Bounties used to be put on people's heads. Now it feels like they're all going to bugs--many companies have introduced programs that pay researchers who discover and disclose problems with their products. Microsoft added one more program to the list with the new Microsoft Identity Bounty Program, which offers payments of up to $100,000 to anyone who finds a flaw in the identity services used by its many platforms.
Microsoft's ecosystem can encapsulate significant portions of people's lives. Someone might use Windows 10 on their PC, manage their email via Outlook, and conduct business in Office. Given the sensitive nature of most of these products--nobody wants their emails compromised or their Next Great Novel read before it's ready--it's vital for Microsoft to protect users' identities. That's why it announced this Identity Bounty Program.

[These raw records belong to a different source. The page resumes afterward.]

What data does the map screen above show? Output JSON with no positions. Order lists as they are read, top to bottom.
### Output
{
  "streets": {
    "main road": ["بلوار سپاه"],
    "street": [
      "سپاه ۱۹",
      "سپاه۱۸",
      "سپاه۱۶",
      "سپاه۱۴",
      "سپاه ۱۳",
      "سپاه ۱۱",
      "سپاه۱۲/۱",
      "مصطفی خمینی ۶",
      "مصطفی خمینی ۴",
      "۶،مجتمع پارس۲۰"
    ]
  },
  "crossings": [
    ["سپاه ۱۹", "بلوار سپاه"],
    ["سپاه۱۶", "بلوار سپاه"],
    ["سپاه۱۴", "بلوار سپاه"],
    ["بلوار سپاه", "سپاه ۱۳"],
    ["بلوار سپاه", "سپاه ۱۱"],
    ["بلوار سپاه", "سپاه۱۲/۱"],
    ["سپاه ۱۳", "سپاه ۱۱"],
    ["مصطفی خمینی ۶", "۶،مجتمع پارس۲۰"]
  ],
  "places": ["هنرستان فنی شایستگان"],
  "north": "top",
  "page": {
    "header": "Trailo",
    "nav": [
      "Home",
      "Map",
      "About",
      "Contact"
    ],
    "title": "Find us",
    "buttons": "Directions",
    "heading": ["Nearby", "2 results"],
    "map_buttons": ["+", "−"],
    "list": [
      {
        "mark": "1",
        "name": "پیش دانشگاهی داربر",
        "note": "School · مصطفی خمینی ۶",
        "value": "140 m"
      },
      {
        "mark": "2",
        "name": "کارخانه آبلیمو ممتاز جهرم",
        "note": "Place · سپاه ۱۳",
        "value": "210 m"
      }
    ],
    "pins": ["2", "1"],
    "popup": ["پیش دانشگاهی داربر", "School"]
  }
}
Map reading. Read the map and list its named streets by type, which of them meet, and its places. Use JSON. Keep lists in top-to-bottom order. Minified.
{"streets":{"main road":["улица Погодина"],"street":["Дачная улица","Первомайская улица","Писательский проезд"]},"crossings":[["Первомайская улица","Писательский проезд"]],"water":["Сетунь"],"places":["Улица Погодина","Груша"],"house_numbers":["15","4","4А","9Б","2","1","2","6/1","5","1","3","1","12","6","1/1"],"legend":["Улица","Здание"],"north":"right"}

The new program specifically covers flaws in various Microsoft websites, from Azure to Outlook, as well as the Microsoft Authenticator app used for two-factor authentication on iOS and Android devices. It also covers problems with some OpenID standards and Microsoft's implementation of them. (The company isn't willing to foot the bill for bugs found in every OpenID standard, which makes sense given that it doesn't use all of 'em.)
Payments are based on the severity of a flaw and where it's found. The bounties range from at least $500 for incomplete submissions in some categories to as high as $100,000 for "high quality submissions" related to bypassing multi-factor authentication. You can find more about what Microsoft is looking for, what it doesn't want researchers to waste time on, and how much it's willing to pay on its page about the program.
This is just the latest of Microsoft's bug bounties. The company will also pay researchers to disclose security problems in Windows or speculative execution flaws, like Meltdown and Spectre, in processors. Many other companies do the same for their products. It's 2018--the assumption is that someone will find a security hole in something. These programs encourage responsible disclosure instead of criminal exploitation.